Он внимательно выслушал меня, – продолжал Лейтенант. – И это меня тоже удивило. Я прекрасно знаю, что я – обыкновенный палач. Но месье д'Аркс отнесся ко мне как к человеку. Он немного помолчал, а потом ответил: «Я не пожалею жизни, чтобы покарать их».
Так мог сказать только корсиканец. Когда они хотят отомстить, то забывают обо всем на свете. А в ваших жилах течет та же кровь, что и у Реми д'Аркса...
Валентина пододвинула свое кресло к Лейтенанту и села, почти касаясь коленями колен Куатье.
– Вы – тот человек, который мне нужен, – произнесла она.
Лейтенант отпрянул. На его лице появилось странное выражение: казалось, Куатье было грустно и в то же время стыдно.
– Послушайте, не надо этого! – пробормотал он. – Когда вы разговариваете со мной – забудьте, что вы женщина. Я ненавижу женщин. Я их боюсь.
– Я не женщина, я львица, – воскликнула Валентина. В ее голосе было нечто такое, от чего Лейтенант вздрогнул. – Я достаточно богата и могу озолотить вас.

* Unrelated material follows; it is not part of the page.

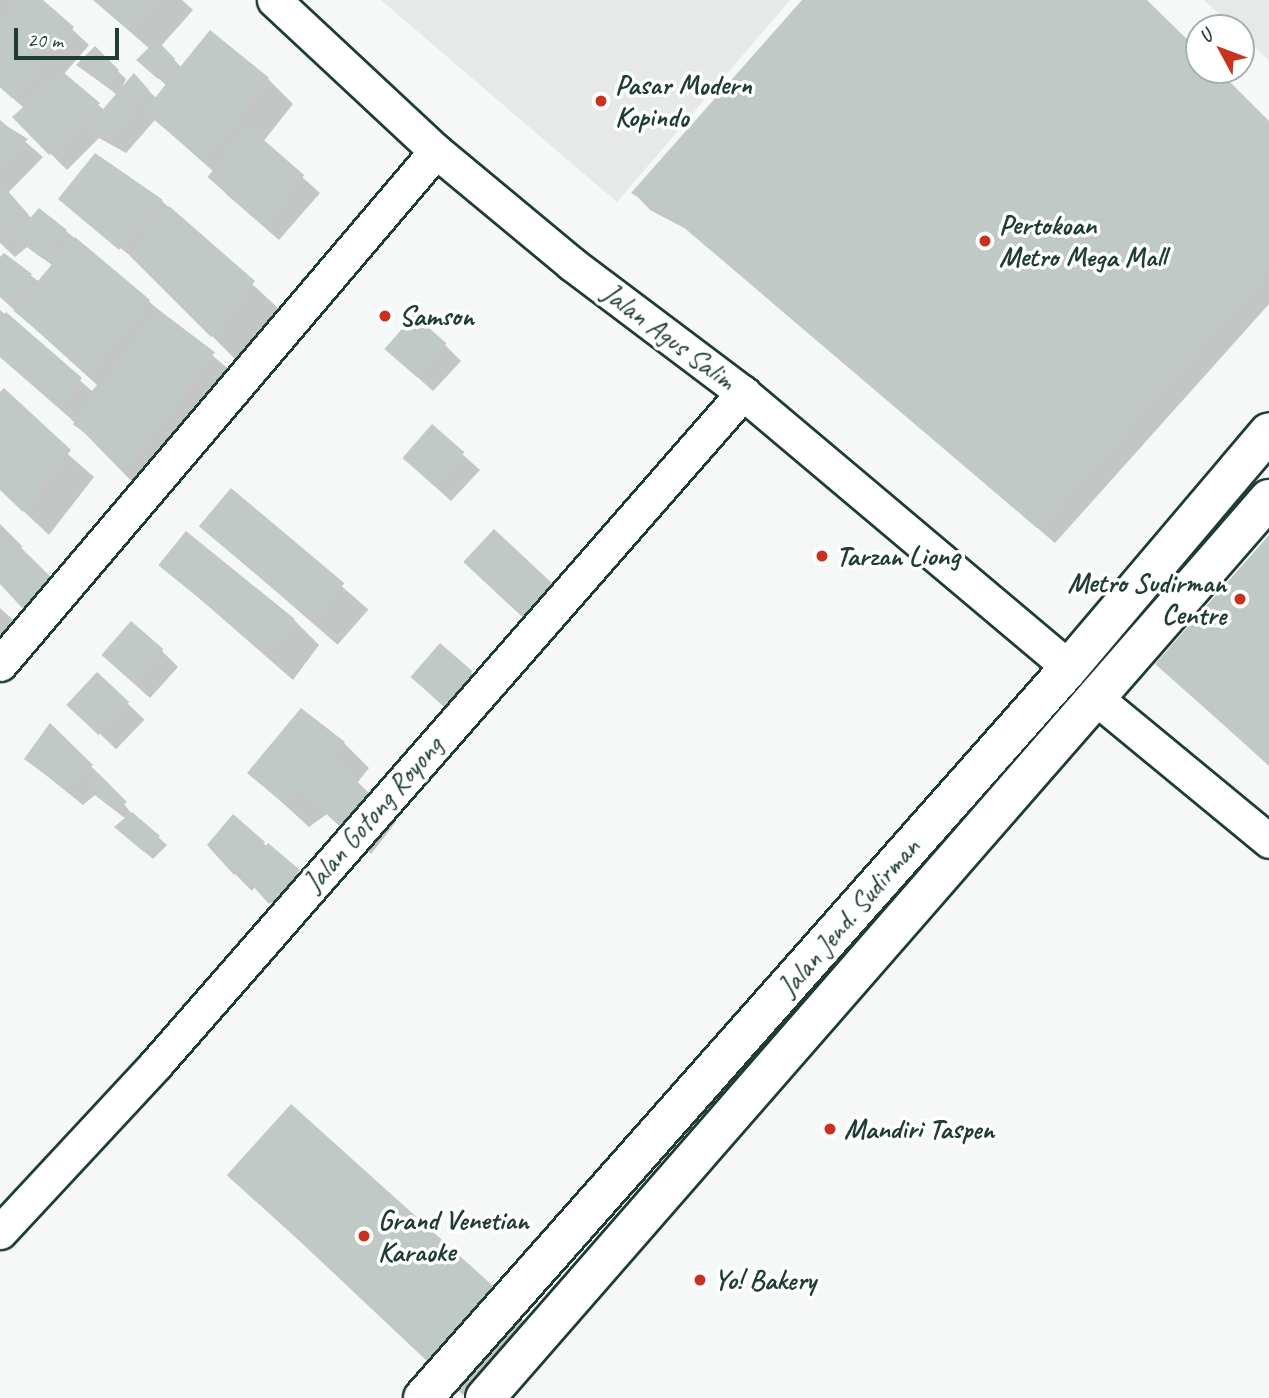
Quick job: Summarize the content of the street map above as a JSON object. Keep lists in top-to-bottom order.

– Отправляться на тот свет из-за дамочки? Нет, это уж слишком! – проворчал Лейтенант. – Пожалуй, вы правы. Вы действительно львица. Не потому, что не страшитесь смерти, – ее не боится любая девчонка на вашей родине. Но вы ведете дружескую беседу с проклятым человеком, который внушает, отвращение даже отпетым негодяям. Более того, он противен самому себе. Знаете, с тех пор как Куатье по прозвищу Лейтенант появился среди Черных Мантий, они потеряли покой. Они могут весело болтать между собой, шутить и смеяться, но стоит мне войти, как все разговоры смолкают, а веселье угасает. Среди них нет ни одного, кто осмелился бы коснуться этих рук: ведь руки эти – по локоть в крови.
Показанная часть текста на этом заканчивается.